Section 524(c) states that:
(c) An agreement between a holder of a claim and the debtor, the consideration for which, in whole or in part, is based on a debt that is dischargeable in a case under this title is enforceable only to any extent enforceable under applicable nonbankruptcy law, whether or not discharge of such debt is waived, only if —
(1) such agreement was made before the granting of the discharge under section 727, 1141, 1228, or 1328 of this title;
11 U.S.C. § 524(c) (emphasis added).
Once a bankruptcy court has entered an order of discharge, the § 524(c)(1) deadline for making such an agreement is past, and the court thereafter lacks jurisdiction to approve the agreement.In re Reed, 177 B.R. 258, 259-60 (Bankr. N.D. Ohio 1995), citing In re Gruber, 22 B.R. 768, 770-71 (Bankr. N.D. Ohio 1982). "[R]eaffirmation agreements must be entered into prior to discharge to have legal significance. Those entered into after entry of a discharge are unenforceable, and are of no legal significance." In re Eccleston, 70 B.R. 210, 212 (Bankr. N.D.N.Y. 1986) (emphasis in original). See also, In re Whitmer, 142 B.R. 811, 814 (Bankr. S.D. Ohio 1992) (finding that court lacked jurisdiction to enter order approving post-discharge reaffirmation agreement); In re Brinkman, 123 B.R. 611, 612 (Bankr. N.D. Ind. 1991) (finding that debtors could not enter into post-discharge reaffirmation agreements); and In re Collins, 243 B.R. 217, 219-20 (Bankr. D. Conn. 2000) (holding that reaffirmation agreement that was not made before the granting of a discharge is not enforceable).
Apparently recognizing this jurisdictional defect, the parties ask the Court to "vacate" Debtor's discharge for the limited purpose of approving the reaffirmation agreement. The parties rely solely on 11 U.S.C. § 105(a) for the proposition that the Court has authority to vacate a discharge to grant relief it otherwise lacks jurisdiction to grant. Section 105(a) states:
(a) The court may issue any order, process or judgment that is necessary or appropriate to carry out the provisions of this title. No provision of this title providing for the raising of an issue by a party in interest shall be construed to preclude the court from, sua sponte, taking any action or making any determination necessary or to prevent an abuse of process.

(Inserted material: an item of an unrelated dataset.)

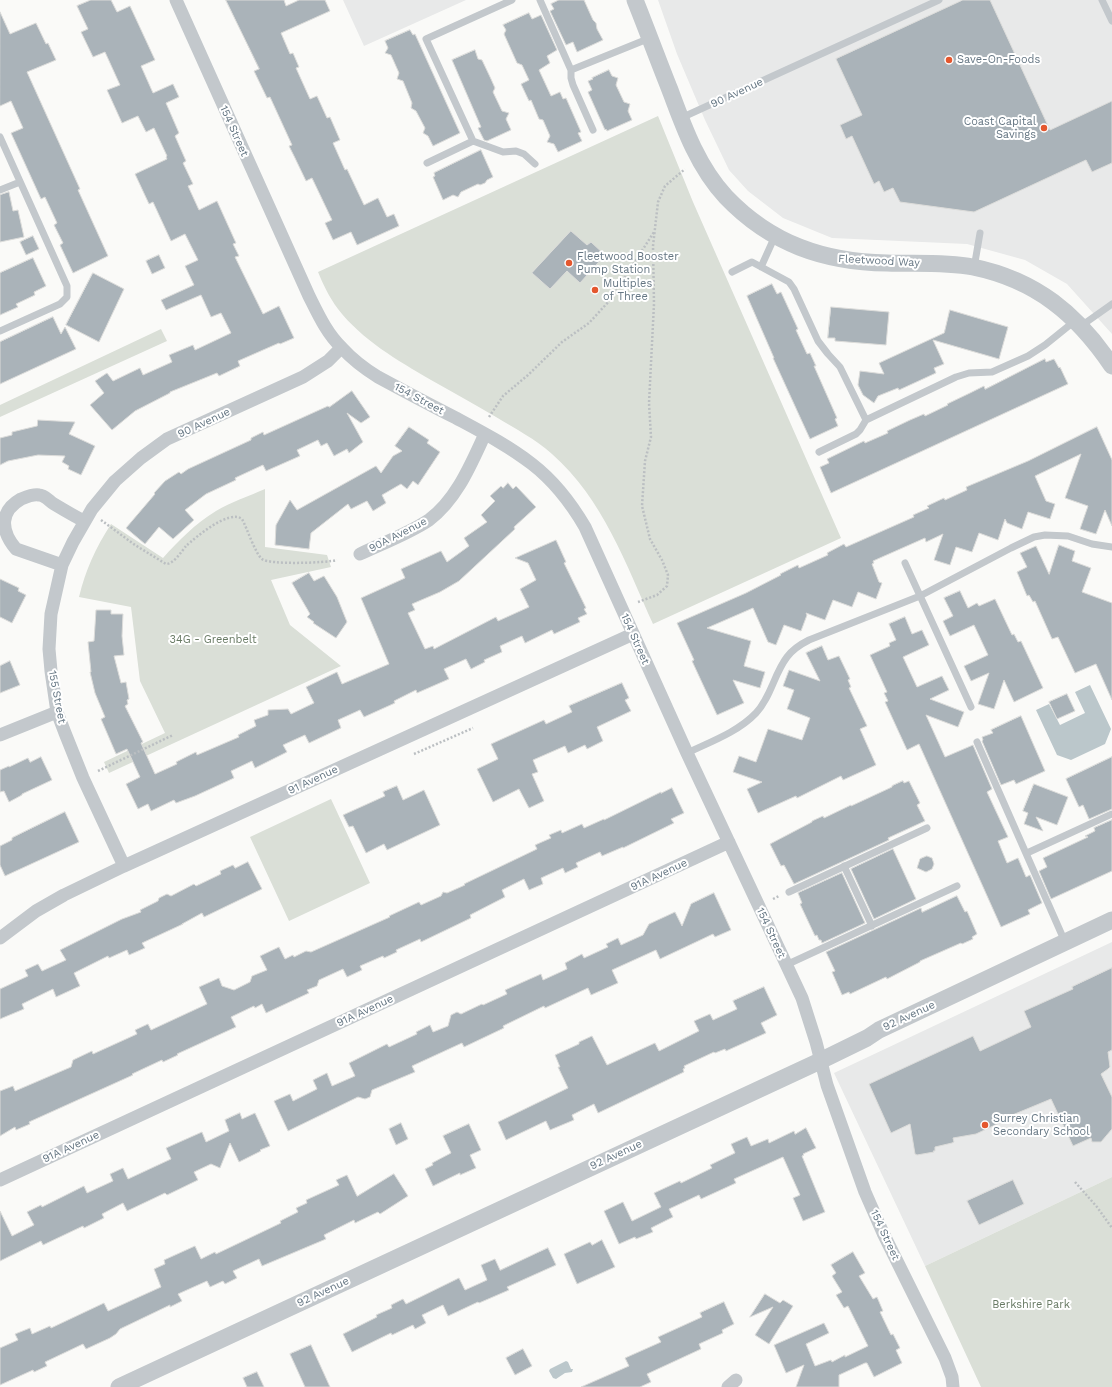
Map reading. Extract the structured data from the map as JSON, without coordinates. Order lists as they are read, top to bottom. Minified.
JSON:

In her supplemental brief, the Debtor attempts to analogize the Court's ability to utilize § 105(a) to enforce the discharge injunction to the relief she requests here and states that "[a] bankruptcy court may invoke section 105(a) to enforce the discharge injunction imposed by § 524 to protect a Debtor. . . . Logic would hold, therefore, that a bankruptcy court could do the opposite and vacate the discharge injunction to protect the Debtor, especially when not doing so would cause the Debtor's vehicle to be repossessed." (See ¶ 4, Supplemental Brief.)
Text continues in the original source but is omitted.